Configuring the camera for use in a studio with flash units -

  1. Select 100 as your ISO

    Note: If your camera can't go that low, set the ISO to 200, or it's lowest ISO value.

  2. Select “Flash” as your White Balance

    Note: AWB (automatic white balance) will not work well in the studio environment. If “Flash” is not available, set the camera's Kelvin temperature to 5000K to 5500K.

  3. Select “Single Shot”, or whatever setting your camera uses to take one photograph at a time (disable multiple shutter releases which you might use for sports or bird photography).

  4. Slip the RF trigger into your camera's hot-shoe and turn on the RF Trigger

    Note: If your camera does not have a hot shoe, but has a PC connector, slip the flash trigger cord into both the nearest flash unit and then into your camera's PC connector. Further, some DSLRs come with wireless triggers built in, and can trigger that camera company's flash units, so it's worth understanding the level of integration that is possible between your camera and the flash system.

  5. Familiarize yourself with how to select your camera's AF point.

    Note: When making a photograph you will
    1. Select the AF point closest to the subject's eye
    2. Move the AF point over the eye
    3. Press the camera's shutter release half way down to hold the eye's focus
    4. Reframe the shot with the camera's shutter release still half pressed (so you don't loose focus on the eye)
    5. Then completely press the shutter release
      Calculating the Exposure ~ Quick and Easy

      If you are using a fully “wired” Through The Lens (TTL) system of flash(es), the following need not apply (though it remains a useful aid to understanding). However, many studio flash systems do not fully integrated into your cameras TTL exposure system. When this is the case, the following will help.

    6. Select “Manual” mode on your camera after following the instructions for “Configuring the camera for use with studio flash units”.
    7. Set the camera's shutter speed to 1/160th of a second

      Note: Some cameras/flash/trigger systems can accommodate shutter speeds up to 1/250th of a second

    8. Set the camera's aperture to either f/8 (see goal number three below) or f/11 (the preferred aperture)

      Note: In practice, goal number one is to ensure that the head of the subject is fully in focus (ie: that you have sufficient depth of field to ensure a critically sharp image). Goal number two is to ensure the intensity of light from the flash unit(s) override the background illumination. Goal number three is to select the aperture that eliminates chromatic aberrations that is many times found in inexpensive lenses (when used wide open apertures or stopped down to f/11 thru f/22).

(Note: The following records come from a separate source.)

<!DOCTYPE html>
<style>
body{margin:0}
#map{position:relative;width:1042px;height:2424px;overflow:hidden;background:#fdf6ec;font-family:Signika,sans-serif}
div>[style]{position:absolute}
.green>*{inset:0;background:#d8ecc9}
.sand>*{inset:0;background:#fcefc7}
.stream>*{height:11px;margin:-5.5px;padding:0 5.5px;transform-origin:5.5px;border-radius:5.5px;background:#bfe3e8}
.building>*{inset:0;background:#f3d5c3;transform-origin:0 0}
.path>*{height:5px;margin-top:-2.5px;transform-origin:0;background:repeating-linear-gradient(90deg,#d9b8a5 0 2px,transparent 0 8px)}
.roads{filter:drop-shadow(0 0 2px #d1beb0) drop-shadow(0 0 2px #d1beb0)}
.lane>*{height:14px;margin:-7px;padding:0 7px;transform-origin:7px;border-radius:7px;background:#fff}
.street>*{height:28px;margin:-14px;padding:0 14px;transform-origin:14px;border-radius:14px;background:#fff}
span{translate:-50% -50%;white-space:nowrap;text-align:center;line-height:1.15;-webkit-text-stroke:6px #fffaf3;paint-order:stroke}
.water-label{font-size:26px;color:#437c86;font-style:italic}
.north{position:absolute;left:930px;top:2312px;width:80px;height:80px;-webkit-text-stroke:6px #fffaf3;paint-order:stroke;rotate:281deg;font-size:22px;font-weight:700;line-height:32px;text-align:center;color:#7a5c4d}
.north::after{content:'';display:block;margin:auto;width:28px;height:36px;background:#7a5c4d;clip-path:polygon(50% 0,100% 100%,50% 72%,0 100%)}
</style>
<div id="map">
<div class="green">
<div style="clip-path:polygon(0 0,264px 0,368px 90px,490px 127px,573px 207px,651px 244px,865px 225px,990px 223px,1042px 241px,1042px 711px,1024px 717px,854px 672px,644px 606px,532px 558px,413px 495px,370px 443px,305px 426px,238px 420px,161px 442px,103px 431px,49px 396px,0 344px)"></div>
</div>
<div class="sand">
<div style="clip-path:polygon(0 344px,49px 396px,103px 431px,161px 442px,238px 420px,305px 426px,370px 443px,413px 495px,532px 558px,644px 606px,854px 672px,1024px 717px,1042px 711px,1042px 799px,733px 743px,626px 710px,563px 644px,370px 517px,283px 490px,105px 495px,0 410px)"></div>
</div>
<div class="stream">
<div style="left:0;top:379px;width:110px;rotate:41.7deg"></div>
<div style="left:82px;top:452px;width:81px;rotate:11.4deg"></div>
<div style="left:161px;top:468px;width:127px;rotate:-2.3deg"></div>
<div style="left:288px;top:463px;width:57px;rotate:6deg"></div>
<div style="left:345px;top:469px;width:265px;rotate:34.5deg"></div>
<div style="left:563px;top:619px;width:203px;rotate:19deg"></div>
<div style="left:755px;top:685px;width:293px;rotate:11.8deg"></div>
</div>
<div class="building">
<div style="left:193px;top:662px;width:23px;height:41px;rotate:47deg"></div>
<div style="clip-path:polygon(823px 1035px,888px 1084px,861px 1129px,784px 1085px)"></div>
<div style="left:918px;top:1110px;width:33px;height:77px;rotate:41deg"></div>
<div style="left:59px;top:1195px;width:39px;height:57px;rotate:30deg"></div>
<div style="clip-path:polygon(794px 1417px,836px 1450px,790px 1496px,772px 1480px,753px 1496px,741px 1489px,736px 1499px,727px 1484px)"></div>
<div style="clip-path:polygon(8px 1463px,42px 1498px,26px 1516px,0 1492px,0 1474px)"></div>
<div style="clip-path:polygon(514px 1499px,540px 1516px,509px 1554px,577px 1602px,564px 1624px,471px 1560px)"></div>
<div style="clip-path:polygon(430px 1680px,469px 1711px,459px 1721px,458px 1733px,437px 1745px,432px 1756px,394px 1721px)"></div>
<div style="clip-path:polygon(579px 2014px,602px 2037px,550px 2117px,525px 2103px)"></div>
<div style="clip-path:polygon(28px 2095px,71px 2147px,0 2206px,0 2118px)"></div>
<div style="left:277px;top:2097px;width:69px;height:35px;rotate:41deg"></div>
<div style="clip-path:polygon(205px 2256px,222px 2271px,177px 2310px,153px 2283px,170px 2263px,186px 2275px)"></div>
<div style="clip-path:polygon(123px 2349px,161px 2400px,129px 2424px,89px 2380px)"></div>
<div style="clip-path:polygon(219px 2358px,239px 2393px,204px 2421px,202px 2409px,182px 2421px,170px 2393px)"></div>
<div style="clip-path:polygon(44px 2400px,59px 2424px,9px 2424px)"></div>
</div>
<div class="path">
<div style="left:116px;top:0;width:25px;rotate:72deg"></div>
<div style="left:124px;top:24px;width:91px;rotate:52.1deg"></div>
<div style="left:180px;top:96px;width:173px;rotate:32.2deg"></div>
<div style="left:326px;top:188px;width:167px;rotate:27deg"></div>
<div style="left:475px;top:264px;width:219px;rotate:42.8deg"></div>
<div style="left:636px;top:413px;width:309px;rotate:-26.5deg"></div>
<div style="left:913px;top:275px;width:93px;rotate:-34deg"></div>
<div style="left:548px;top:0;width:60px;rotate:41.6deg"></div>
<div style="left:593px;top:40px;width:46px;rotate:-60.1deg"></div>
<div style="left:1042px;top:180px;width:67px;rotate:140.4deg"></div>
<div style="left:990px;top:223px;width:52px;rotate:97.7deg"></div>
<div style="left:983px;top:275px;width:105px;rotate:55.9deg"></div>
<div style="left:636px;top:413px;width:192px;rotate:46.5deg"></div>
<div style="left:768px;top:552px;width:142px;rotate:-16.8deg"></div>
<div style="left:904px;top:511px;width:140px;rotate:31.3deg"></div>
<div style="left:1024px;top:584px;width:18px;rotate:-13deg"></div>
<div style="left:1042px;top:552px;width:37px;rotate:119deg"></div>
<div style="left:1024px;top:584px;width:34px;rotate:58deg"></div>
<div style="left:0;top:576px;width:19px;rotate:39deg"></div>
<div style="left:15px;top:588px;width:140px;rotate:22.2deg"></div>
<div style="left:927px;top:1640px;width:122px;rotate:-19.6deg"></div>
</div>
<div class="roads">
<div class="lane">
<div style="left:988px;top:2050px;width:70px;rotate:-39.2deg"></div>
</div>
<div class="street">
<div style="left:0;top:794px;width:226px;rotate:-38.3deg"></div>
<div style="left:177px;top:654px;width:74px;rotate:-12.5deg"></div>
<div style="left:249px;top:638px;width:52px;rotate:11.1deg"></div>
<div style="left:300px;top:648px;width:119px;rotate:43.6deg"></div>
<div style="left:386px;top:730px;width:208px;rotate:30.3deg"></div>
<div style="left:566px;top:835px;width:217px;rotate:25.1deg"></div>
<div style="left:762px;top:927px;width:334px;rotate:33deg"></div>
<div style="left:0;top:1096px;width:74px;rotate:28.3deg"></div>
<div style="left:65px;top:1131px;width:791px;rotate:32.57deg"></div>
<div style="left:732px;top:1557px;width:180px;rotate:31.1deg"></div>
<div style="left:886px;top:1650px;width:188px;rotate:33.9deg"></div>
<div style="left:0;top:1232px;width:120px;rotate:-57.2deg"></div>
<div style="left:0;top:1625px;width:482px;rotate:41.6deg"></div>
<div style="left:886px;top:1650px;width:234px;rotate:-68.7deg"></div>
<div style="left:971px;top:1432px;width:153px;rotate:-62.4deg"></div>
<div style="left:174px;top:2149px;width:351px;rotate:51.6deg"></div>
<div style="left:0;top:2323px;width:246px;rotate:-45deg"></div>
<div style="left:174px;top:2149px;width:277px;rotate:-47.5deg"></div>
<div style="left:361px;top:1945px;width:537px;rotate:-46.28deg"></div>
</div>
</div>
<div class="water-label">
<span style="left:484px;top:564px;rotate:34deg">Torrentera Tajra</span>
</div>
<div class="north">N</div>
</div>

    9. Make an exposure and look at the histogram of the image.
    10. Look at the right edge (“top end”) of the histogram curve which shows where the brightest part of the scene is on the exposure scale. The top end of the scale should just to the left of (just inside) the right edge of the histogram graph.

      If the top end of the scale touches the right edge of the histogram graph, turn the flash unit(s) intensity down (decrease the light output) and return to step number 4.

      If the top end of the scale is well to the left of the right edge of the histogram graph, turn the flash unit(s) intensity up (increase the light output) and return to step number 4.